PROBLEM STATEMENT:
Reproduce every line of the data, exactly and without its pictures.

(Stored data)
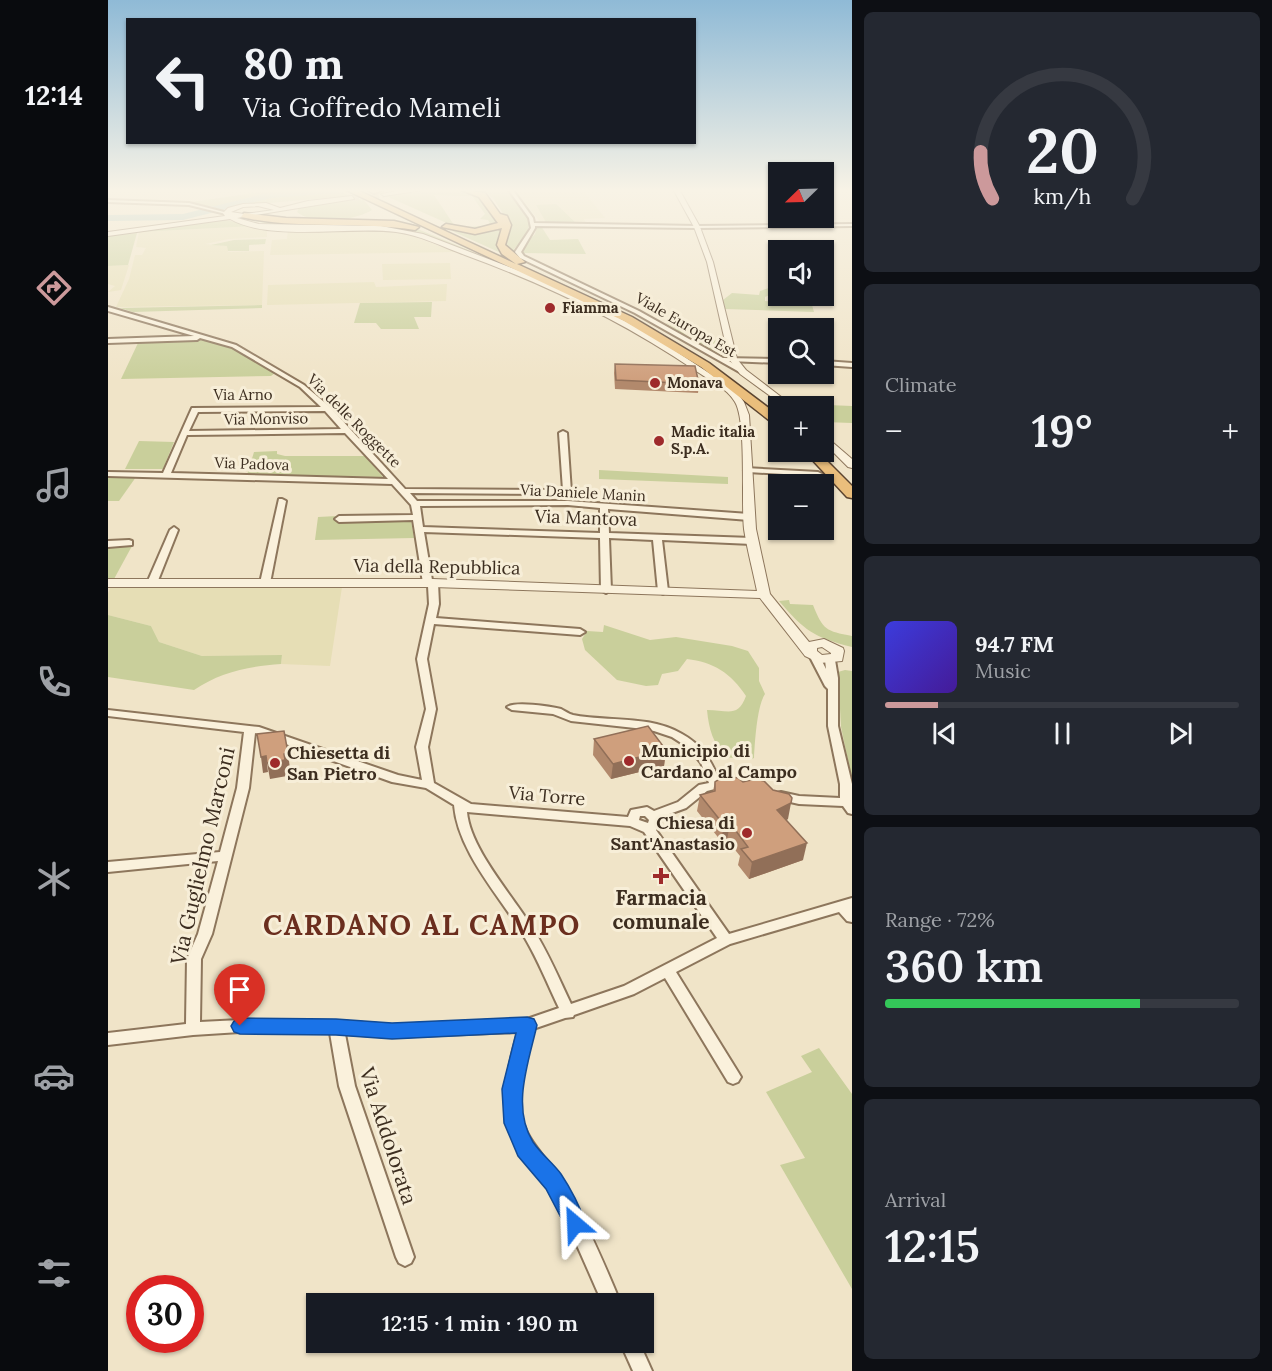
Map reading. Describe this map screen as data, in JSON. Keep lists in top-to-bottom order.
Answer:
{
  "streets": {
    "street": [
      "Viale Europa Est",
      "Via Arno",
      "Via Monviso",
      "Via delle Roggette",
      "Via Padova",
      "Via Daniele Manin",
      "Via Mantova",
      "Via della Repubblica",
      "Via Torre",
      "Via Guglielmo Marconi",
      "Via Addolorata"
    ]
  },
  "crossings": [
    ["Via Arno", "Via Monviso"],
    ["Via Arno", "Via delle Roggette"],
    ["Via Arno", "Via Padova"],
    ["Via Monviso", "Via delle Roggette"],
    ["Via delle Roggette", "Via Padova"],
    ["Via delle Roggette", "Via Daniele Manin"],
    ["Via delle Roggette", "Via Mantova"],
    ["Via delle Roggette", "Via della Repubblica"]
  ],
  "districts": ["CARDANO AL CAMPO"],
  "places": {
    "other": [
      "Fiamma",
      "Monava",
      "Madic italia S.p.A.",
      "Municipio di Cardano al Campo",
      "Chiesetta di San Pietro",
      "Chiesa di Sant'Anastasio"
    ],
    "health": ["Farmacia comunale"]
  },
  "north": "bottom left",
  "page": {
    "tabs": "12:14",
    "turn": ["80 m", "Via Goffredo Mameli"],
    "map_buttons": ["+", "−"],
    "tile": [
      "Climate",
      ["Range · 72%", "360 km"],
      ["Arrival", "12:15"]
    ],
    "heat": ["−", "19°", "+"],
    "song": ["94.7 FM", "Music"],
    "limit": "30",
    "trip": "12:15 · 1 min · 190 m",
    "gauge": ["20", "km/h"]
  }
}
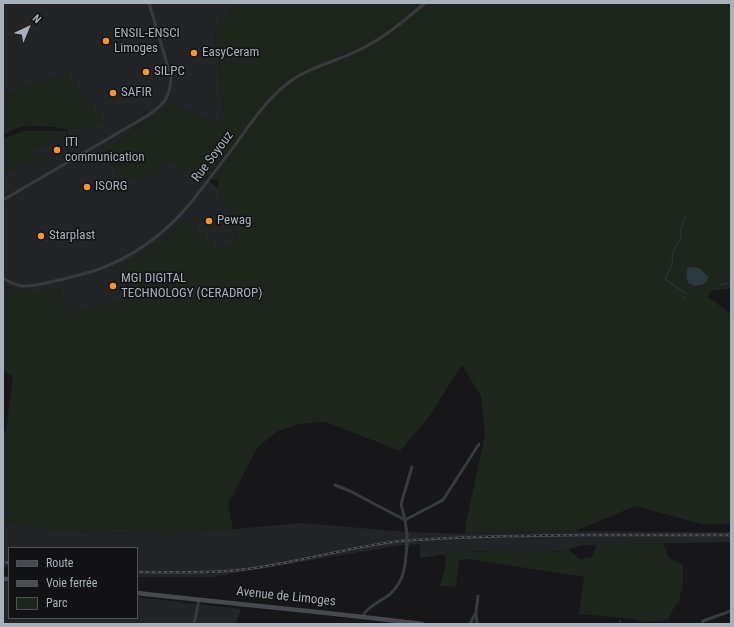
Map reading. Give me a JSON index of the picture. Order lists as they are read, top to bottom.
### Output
{
  "streets": {
    "main road": ["Avenue de Limoges"],
    "street": ["Rue Soyouz"]
  },
  "places": [
    "ENSIL-ENSCI Limoges",
    "EasyCeram",
    "SILPC",
    "SAFIR",
    "ITI communication",
    "ISORG",
    "Pewag",
    "Starplast",
    "MGI DIGITAL TECHNOLOGY (CERADROP)"
  ],
  "legend": ["Route", "Voie ferrée", "Parc"],
  "north": "top right"
}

EXPECTED ANSWER:
Map reading. Describe this map screen as data, in JSON. Keep lists in top-to-bottom order.
Answer:
{
  "streets": {
    "street": [
      "Viale Europa Est",
      "Via Arno",
      "Via Monviso",
      "Via delle Roggette",
      "Via Padova",
      "Via Daniele Manin",
      "Via Mantova",
      "Via della Repubblica",
      "Via Torre",
      "Via Guglielmo Marconi",
      "Via Addolorata"
    ]
  },
  "crossings": [
    ["Via Arno", "Via Monviso"],
    ["Via Arno", "Via delle Roggette"],
    ["Via Arno", "Via Padova"],
    ["Via Monviso", "Via delle Roggette"],
    ["Via delle Roggette", "Via Padova"],
    ["Via delle Roggette", "Via Daniele Manin"],
    ["Via delle Roggette", "Via Mantova"],
    ["Via delle Roggette", "Via della Repubblica"]
  ],
  "districts": ["CARDANO AL CAMPO"],
  "places": {
    "other": [
      "Fiamma",
      "Monava",
      "Madic italia S.p.A.",
      "Municipio di Cardano al Campo",
      "Chiesetta di San Pietro",
      "Chiesa di Sant'Anastasio"
    ],
    "health": ["Farmacia comunale"]
  },
  "north": "bottom left",
  "page": {
    "tabs": "12:14",
    "turn": ["80 m", "Via Goffredo Mameli"],
    "map_buttons": ["+", "−"],
    "tile": [
      "Climate",
      ["Range · 72%", "360 km"],
      ["Arrival", "12:15"]
    ],
    "heat": ["−", "19°", "+"],
    "song": ["94.7 FM", "Music"],
    "limit": "30",
    "trip": "12:15 · 1 min · 190 m",
    "gauge": ["20", "km/h"]
  }
}
Map reading. Give me a JSON index of the picture. Order lists as they are read, top to bottom.
### Output
{
  "streets": {
    "main road": ["Avenue de Limoges"],
    "street": ["Rue Soyouz"]
  },
  "places": [
    "ENSIL-ENSCI Limoges",
    "EasyCeram",
    "SILPC",
    "SAFIR",
    "ITI communication",
    "ISORG",
    "Pewag",
    "Starplast",
    "MGI DIGITAL TECHNOLOGY (CERADROP)"
  ],
  "legend": ["Route", "Voie ferrée", "Parc"],
  "north": "top right"
}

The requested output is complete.